Cumhurbaşkanı Gül, “Biz gerekeni yaptıkça Türkiye’nin cazibesi değişiyor. Bu durum, o zaman Almanya ve Fransa’yı da değiştirecek. Biz, Türkiye’nin cazibesini 10’a, 20’ye katladığımızda Almanya’daki seçimin sonucu ne olursa olsun, etkilemez. O zaman belki Norveç’in yaptığını da yapabiliriz” diye konuştu.
Cumhurbaşkanı Abdullah Gül, AB ile ilgili meselelerde dışarıya değil, içeriye bakmak gerektiğini söyledi. Asıl hedefin AB’ye girmekten çok kriterleri yakalamak olduğuna işaret eden Cumhurbaşkanı, “Kriterler belli olduğuna göre, biz bunları kendi kendimize yapabiliriz. Niye reformları kendimiz yapmayalım? Benim içimdeki en büyük hüzün, başkasının çapası ile kriterlere ulaşmaya çalışmamız” dedi.

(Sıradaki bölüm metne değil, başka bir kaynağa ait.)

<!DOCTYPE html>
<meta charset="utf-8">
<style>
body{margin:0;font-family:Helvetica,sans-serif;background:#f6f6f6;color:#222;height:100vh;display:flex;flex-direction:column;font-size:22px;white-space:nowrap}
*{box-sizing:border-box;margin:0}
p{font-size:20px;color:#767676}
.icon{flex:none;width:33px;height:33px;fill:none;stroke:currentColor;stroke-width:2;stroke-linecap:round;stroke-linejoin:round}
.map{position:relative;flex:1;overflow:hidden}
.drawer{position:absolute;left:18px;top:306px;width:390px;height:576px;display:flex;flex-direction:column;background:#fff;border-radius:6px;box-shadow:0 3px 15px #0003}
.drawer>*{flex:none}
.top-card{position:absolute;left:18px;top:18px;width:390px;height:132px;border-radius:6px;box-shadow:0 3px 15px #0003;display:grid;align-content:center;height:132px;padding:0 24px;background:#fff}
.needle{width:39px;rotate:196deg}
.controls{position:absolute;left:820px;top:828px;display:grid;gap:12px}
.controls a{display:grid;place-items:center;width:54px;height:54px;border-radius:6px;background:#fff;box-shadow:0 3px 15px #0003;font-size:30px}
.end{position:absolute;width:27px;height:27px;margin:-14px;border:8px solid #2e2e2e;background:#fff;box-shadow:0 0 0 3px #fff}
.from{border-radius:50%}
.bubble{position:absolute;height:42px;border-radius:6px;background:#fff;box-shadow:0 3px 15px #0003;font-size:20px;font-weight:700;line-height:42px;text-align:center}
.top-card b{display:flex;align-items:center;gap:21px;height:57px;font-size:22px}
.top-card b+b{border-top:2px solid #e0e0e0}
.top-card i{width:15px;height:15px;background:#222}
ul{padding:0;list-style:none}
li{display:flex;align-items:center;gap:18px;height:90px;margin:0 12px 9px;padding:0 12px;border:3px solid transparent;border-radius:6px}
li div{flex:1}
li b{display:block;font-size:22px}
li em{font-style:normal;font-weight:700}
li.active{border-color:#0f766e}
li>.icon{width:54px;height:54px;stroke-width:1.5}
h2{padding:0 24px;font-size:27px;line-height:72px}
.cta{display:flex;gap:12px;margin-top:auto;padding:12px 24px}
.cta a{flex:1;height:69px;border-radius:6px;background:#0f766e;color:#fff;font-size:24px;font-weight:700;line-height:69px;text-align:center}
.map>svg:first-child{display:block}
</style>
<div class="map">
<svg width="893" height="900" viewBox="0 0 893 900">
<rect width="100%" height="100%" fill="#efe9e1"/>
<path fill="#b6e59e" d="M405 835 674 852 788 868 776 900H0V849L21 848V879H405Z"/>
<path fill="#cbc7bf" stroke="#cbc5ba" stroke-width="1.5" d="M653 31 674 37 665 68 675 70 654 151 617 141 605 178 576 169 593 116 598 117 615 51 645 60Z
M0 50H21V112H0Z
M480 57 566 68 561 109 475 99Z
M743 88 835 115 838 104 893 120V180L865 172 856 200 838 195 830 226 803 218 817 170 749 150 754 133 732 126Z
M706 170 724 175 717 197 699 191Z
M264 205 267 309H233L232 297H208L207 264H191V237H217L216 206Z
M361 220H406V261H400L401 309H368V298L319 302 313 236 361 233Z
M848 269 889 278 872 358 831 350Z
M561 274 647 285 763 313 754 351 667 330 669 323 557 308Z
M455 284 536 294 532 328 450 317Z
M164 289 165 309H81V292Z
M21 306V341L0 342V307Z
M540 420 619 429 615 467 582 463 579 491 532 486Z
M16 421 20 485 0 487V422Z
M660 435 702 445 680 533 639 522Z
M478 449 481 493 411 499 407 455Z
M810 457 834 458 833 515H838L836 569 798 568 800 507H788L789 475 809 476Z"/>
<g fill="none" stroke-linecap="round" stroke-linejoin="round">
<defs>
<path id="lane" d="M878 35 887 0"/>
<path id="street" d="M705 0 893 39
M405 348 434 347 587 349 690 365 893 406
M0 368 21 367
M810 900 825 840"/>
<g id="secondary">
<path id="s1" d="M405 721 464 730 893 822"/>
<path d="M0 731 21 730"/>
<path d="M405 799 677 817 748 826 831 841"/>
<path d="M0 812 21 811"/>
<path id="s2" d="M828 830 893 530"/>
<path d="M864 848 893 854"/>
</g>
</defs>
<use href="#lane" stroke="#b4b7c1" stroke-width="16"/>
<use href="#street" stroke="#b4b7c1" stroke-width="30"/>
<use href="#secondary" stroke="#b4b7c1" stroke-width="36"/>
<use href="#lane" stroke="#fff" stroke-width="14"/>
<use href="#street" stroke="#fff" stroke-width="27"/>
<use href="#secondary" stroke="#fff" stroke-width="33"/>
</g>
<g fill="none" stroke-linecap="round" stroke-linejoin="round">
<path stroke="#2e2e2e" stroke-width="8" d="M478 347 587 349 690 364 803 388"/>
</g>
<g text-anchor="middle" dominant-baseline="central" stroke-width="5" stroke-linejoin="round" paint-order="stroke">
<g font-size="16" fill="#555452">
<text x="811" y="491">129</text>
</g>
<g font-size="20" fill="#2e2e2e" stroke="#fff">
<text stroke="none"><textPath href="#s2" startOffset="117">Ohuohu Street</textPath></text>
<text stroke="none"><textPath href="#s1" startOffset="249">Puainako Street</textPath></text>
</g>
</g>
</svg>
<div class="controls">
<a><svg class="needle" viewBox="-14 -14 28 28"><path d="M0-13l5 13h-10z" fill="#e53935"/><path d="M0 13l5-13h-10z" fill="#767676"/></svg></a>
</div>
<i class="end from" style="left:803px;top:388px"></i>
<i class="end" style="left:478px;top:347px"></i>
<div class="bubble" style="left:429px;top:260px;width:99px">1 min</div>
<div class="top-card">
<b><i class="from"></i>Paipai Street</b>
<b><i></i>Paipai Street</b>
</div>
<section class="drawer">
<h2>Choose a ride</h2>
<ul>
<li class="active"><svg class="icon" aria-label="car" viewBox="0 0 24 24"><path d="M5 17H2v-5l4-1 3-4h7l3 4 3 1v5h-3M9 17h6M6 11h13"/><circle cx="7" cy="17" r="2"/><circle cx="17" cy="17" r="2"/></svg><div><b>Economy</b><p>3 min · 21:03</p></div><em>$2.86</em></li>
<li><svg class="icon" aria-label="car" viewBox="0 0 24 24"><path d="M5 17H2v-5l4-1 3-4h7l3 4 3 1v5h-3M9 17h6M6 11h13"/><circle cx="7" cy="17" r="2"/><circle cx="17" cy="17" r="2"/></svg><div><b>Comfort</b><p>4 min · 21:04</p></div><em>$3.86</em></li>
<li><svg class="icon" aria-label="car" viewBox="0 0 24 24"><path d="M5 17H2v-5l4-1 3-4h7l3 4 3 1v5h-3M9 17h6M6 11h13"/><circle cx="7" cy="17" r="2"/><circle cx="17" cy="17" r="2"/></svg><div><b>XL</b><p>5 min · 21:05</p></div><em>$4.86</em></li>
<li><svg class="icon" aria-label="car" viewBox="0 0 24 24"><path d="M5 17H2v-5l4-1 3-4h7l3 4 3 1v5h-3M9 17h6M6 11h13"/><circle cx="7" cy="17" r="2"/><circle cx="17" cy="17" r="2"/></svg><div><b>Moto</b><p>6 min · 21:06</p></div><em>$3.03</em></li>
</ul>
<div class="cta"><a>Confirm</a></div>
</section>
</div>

Alman için gerekli olan özgürlük ve demokrasinin Türk halkı için çok görülmemesi gereğine işaret eden Gül, “Şeffaflık ve bütün devlet adamlarının hesap vermesi, böyle bir ülke bizim için gerekmez mi? Fasılların açılıp kapanması beş dakikalık seramoni. Fasılların gereği yapılınca Türkiye’nin çehresi değişecek. Biz gerekeni yaptıkça Türkiye’nin cazibesi değişiyor. Bu durum, Almanya ve Fransa’yı da değiştirecek. Biz, Türkiye’nin cazibesini 10’a, 20’ye katladığımızda, Almanya’daki seçimin sonucu ne olursa olsun etkilemez. O zaman belki Norveç’in yaptığını da yapabiliriz” diye konuştu.

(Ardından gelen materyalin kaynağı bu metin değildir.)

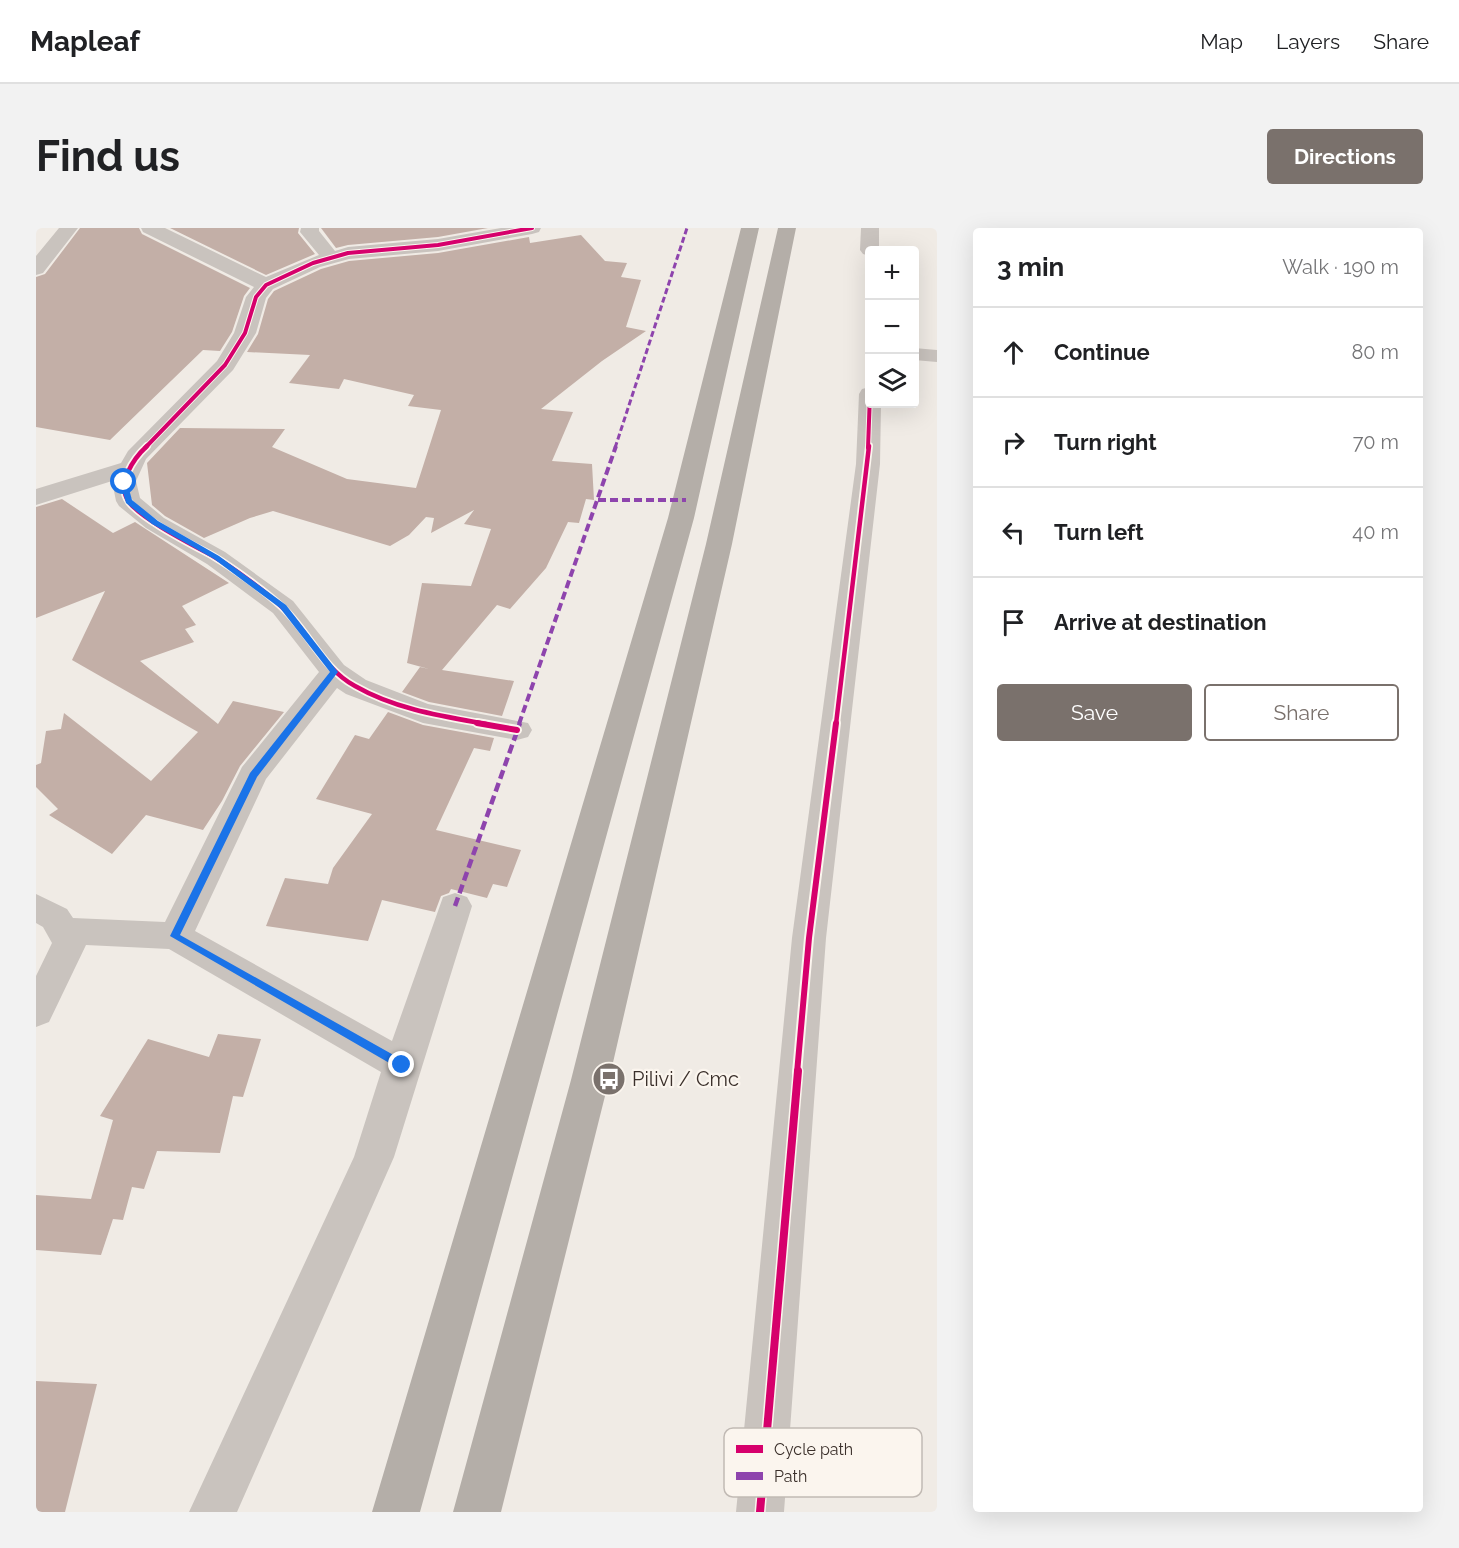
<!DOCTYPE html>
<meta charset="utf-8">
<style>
:root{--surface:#fff;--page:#f2f2f2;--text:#202124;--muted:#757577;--line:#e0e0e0;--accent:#7a716c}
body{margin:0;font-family:Raleway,sans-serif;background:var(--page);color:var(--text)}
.controls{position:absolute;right:18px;top:18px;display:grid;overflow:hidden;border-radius:6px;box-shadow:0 6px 24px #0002}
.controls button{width:54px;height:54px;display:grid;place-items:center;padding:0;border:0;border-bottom:2px solid var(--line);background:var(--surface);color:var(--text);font:30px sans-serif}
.stop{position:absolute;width:18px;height:18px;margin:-14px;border:4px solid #1a73e8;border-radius:50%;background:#fff}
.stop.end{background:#1a73e8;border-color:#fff;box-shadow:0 2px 6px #0008}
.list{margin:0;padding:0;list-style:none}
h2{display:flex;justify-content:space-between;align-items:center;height:78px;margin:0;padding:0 24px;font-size:26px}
h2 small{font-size:20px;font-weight:400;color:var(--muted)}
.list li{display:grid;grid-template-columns:39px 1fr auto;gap:18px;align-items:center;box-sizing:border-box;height:90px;padding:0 24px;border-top:2px solid var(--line)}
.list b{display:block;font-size:22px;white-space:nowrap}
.list em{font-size:20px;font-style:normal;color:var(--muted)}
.actions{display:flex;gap:12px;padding:18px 24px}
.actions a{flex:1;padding:14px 0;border:2px solid var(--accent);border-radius:6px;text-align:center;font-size:21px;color:var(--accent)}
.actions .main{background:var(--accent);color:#fff}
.icon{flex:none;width:33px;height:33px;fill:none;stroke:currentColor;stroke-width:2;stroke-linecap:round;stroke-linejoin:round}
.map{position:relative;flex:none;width:901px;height:1284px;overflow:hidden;border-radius:6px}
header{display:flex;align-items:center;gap:36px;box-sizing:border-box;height:84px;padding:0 30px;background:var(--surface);border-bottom:2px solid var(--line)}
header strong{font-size:28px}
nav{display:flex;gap:33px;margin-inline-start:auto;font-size:21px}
.intro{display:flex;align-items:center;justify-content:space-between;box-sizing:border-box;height:144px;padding:0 36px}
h1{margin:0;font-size:42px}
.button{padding:15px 27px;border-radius:6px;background:var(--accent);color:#fff;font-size:21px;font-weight:700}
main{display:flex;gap:36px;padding:0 36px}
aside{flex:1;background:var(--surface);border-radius:6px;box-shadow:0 6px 24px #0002}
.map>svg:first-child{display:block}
.building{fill:#c3afa7}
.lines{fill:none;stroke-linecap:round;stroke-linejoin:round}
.minor{fill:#c9c3be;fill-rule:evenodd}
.trunk{fill:#b4aea8;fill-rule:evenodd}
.quiet-far2{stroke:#8e44ad;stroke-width:3;stroke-dasharray:6 3;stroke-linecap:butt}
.quiet-far1{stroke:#8e44ad;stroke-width:4;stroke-dasharray:8 4;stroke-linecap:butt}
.quiet{stroke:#8e44ad;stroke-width:4.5;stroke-dasharray:9 4.5;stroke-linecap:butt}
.cycleway-far3-casing{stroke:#fbf5ee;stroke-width:6}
.cycleway-far2-casing{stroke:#fbf5ee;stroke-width:8}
.cycleway-far1-casing{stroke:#fbf5ee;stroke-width:10}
.cycleway-casing{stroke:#fbf5ee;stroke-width:11}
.cycleway-far3{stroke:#d6006c;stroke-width:4}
.cycleway-far2{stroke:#d6006c;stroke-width:4.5}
.cycleway-far1{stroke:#d6006c;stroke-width:6}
.cycleway{stroke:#d6006c;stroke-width:8}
.route{fill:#1a73e8}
.labels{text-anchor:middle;stroke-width:4.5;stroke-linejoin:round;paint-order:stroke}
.poi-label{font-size:20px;fill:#3b302b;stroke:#fbf5ee;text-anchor:start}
.key{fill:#fbf5ee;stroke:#c1bab4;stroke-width:1.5}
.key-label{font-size:16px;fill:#3b302b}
</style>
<header>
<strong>Mapleaf</strong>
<nav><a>Map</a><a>Layers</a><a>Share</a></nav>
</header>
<div class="intro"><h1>Find us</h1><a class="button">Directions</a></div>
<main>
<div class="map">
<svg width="901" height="1284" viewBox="0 0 901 1284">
<rect width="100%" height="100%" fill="#f0ebe5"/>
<path class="building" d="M44,0H103L106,6L214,60L208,68L196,104L184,123L167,122L74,212L0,199V49L9,46Z
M134,0H263L262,5L279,26L230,47Z
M285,0H452L402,9L312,17L300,20Z
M545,7L569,33L591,35L585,49L605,52L590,99L610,103L566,133L505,181L537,184L516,233L556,236L558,272L550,271L543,295L532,294L510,340L474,381L461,377L406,442L478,453L466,488L393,474L366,464L384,439L393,441L371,435L386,355L435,358L455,301L428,296L438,282L395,305L398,290L390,289L373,307L354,318L237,283L214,290L168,310L129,288L116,277L111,235L144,200L249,201L236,219L311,251L380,260L405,182L372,178L378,167L308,151L303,161L253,155L274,127L211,124L222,106L232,71L238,63L285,41L313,33L402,25L493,9L494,15Z
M26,271L77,305L99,294L193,355L146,378L160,397L149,401L158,414L104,433L182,496L197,473L248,484L204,538L186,573L167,602L110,587L76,626L13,587L22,581L0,559V537L5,535L10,503L25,501L28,485L115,553L162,504L36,432L69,363L0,390V279Z
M352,484L387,497L458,510L454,523L438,520L400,602L485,622L471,659L457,656L451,670L415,661L413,665L405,668L399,684L346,672L332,713L230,698L249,650L292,656L297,640L336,586L280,571L319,507L333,511Z
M182,806L225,811L207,869L197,868L184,925L121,923L108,961L96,959L87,992L77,991L65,1027L0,1022V967L55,971L77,892L64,888L112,811L173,829Z
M0,1153L61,1156L29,1284H0Z"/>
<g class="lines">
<path class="minor" d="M23,0H42L7,45L0,47V28Z
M105,0H129L230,49L283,27L264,4L265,0H283V3L299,23L312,19L402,11L465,0H505L503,4L496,6L402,23L313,31L284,39L237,61L230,70L220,105L197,142L110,231L100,253L104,270L128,290L189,324L257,373L308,437L330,452L392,476L492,495L496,502L492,509L481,512L387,495L310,466L301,460L230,551L159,703L356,813L407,669L419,665L431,669L436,678L358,929L201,1284H153L318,929L345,844L133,721L50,717L13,794L0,799V748L16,715L7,699L0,695V666L31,681L37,690L129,694L206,539L283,444L237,385L171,336L110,300L83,278L80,273L76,253L0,277V261L85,235L92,223L181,133L198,105L210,69L218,59L107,4Z
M825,0H843V22H834V28L827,26L824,22Z
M878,120L901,122V134L878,132Z
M834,159V176H845L844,236L790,710L748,1284H700L756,710L820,236L823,166L826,161Z"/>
<path class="trunk" d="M705,0H723L658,290L384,1284H336L632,290Z
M742,0H760L696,316L573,852L465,1284H417L535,852L670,316Z"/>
<path class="quiet-far2" d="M579,220L651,0"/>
<path class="quiet-far1" d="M562,272H650
M483,496L580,218"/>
<path class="quiet" d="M419,678L484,495"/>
<g class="cycleway-far3-casing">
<path id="cycleway-far3" d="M109,220L189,137L209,105L220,69L230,57L277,35L312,25L402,17L496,0
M832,220L834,166"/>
</g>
<g class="cycleway-far2-casing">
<path id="cycleway-far2" d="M111,218C97,231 80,256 93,274C107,292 155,316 177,328C197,340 229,363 246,379C273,404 286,440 319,458C359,481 405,488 450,496
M800,496L833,218"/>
</g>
<g class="cycleway-far1-casing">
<path id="cycleway-far1" d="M441,495L481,502
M761,845L773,710L800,495"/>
</g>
<g class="cycleway-casing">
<path id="cycleway" d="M724,1284L762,843"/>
</g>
<use href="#cycleway-far3" class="cycleway-far3"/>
<use href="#cycleway-far2" class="cycleway-far2"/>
<use href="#cycleway-far1" class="cycleway-far1"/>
<use href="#cycleway" class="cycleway"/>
</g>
<path class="route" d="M88,251L91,254L96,272L122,293L183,328L250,377L302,444L221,549L144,707L370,834V840H362L134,708L214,545L294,444L244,380L178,331L116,296L90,275L84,254Z"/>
<defs>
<g id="bus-disc" transform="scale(1.725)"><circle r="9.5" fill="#7a716c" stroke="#fbf5ee"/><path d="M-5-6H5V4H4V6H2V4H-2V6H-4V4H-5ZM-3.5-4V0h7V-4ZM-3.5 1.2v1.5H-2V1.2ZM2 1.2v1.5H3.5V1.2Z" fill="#fff"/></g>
</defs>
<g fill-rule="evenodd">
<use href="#bus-disc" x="573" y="851"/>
</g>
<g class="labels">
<g class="poi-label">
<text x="596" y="858">Pilivi / Cmc</text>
</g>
</g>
<rect x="688" y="1200" width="198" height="69" rx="9" class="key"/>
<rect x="700" y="1217" width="27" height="8" fill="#d6006c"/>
<rect x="700" y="1244" width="27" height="8" fill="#8e44ad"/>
<g class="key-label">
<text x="738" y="1227">Cycle path</text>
<text x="738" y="1254">Path</text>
</g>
</svg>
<div class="controls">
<button>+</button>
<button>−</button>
<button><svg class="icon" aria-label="layers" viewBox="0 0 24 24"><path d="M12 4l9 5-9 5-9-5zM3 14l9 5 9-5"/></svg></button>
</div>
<div class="stop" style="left:88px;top:254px"></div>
<div class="stop end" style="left:366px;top:837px"></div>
</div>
<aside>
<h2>3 min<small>Walk · 190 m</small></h2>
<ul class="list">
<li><svg class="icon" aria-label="ahead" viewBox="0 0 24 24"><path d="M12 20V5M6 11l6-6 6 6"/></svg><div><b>Continue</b></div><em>80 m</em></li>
<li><svg class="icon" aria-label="right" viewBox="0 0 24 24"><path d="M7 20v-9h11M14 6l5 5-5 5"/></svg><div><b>Turn right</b></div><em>70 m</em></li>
<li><svg class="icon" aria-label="left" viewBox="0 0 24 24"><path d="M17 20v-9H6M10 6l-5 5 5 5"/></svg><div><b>Turn left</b></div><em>40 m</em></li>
<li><svg class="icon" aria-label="arrive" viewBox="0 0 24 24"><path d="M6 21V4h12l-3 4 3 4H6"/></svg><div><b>Arrive at destination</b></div></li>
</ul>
<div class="actions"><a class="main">Save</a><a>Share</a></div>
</aside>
</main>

Cumhurbaşkanı Abdullah Gül, sorularımıza şu cevabı verdi:
Soru: TBMM’de yaptığınız konuşma çok değişik yorumlara sebep oldu. Hatta siyasi parti liderlerinden sert eleştiriler geldi. Siz bunları nasıl değerlendiriyorsunuz?
Gül: Ben doğrusu zaten bu fikirlerimi paylaşıyordum da. Hem siyasilerle, hem Türkiye’nin aydınları, entelektüelleri ve gazetecilerle, devlet adamlarıyla, bizim kendi resmi toplantılarımızda. Orada da Türkiye’deki yaşayan insanlara “Türk Milleti denir” diyordum. En çok vurguladığım şey şu oldu: Çağın içinde yaşamamız lazım. Eğer çağın içinde yaşamazsak, o zaman çağ bizi zorlar. O zaman çağa adapte olarak devam etmeliyiz. Bu çağın en önemli değeri demokrasidir. Hukuk, demokrasi, bunlar insanları birbirine çok daha fazla bağlıyor. Bunlar karşılıklı saygıyı, sevgiyi oluşturuyor. Söylediklerim gayet açık. Yanlış anlamalar olur diye de bir nevi açıklayıcı şeyler kullandık. Mesela, “farklılıklar” derken, bunun farklı farklı devletler, farklı farklı milletler, Türk Milleti içerisinde farklı millet adacıkları ortaya çıkartmak olmadığını söyledik. Bunları çok açık net bir şekilde söyledik. Bunlar yapılırsa, hem milletin tamamına, hem de böyle bir adacık oluşturmaya çalışanlara çok büyük deprem olarak döner, dedim. Ben büyük bir sorumluluk duygusu içerisinde açıkçası konuşmamı hazırladım ve yaptım. Söylediklerim de gayet açıktır. Farklılık sadece etnik, kültürel farklılık değil. Siyasi farklılıklar, çoğulculuk, öyle değil mi? Farklılık deyince sadece problemler etnik veya kültürel farklılıklardan çıkmıyor ki. Bir zamanlar Türkiye siyasi farklılıklardan dolayı da çok gergin dönemler yaşamıştı. Allah bir daha yaşatmasın, 1970’li yıllarda bu memleketin en kıymetli gençleri kimi vatansever, kimi yurtsever diyerek kayboldu. Biz bunları yaşadık, bunların içinde olduk, parçası olduk. Onun için “farklılık” derken, ben bunu çok geniş anlamda kullanıyorum. Mezhep meselesi de bunun içinde. Onun için bunu böyle anlamak gerekir. Ayrıca, farklı anlamaya çalışanları da bir nevi uyarıcı biçimde, “Bakın bunu böyle söylüyorum” diye bir açıklık da getirdim. Bir şey söylemek istemiyorum, herkes yorumlayacaktır; ama şöyle tahmin ediyorum: Bazen açıkça yaptıkları yorumlar ile vicdani yorumlarının farklı olduğu kanaatindeyim.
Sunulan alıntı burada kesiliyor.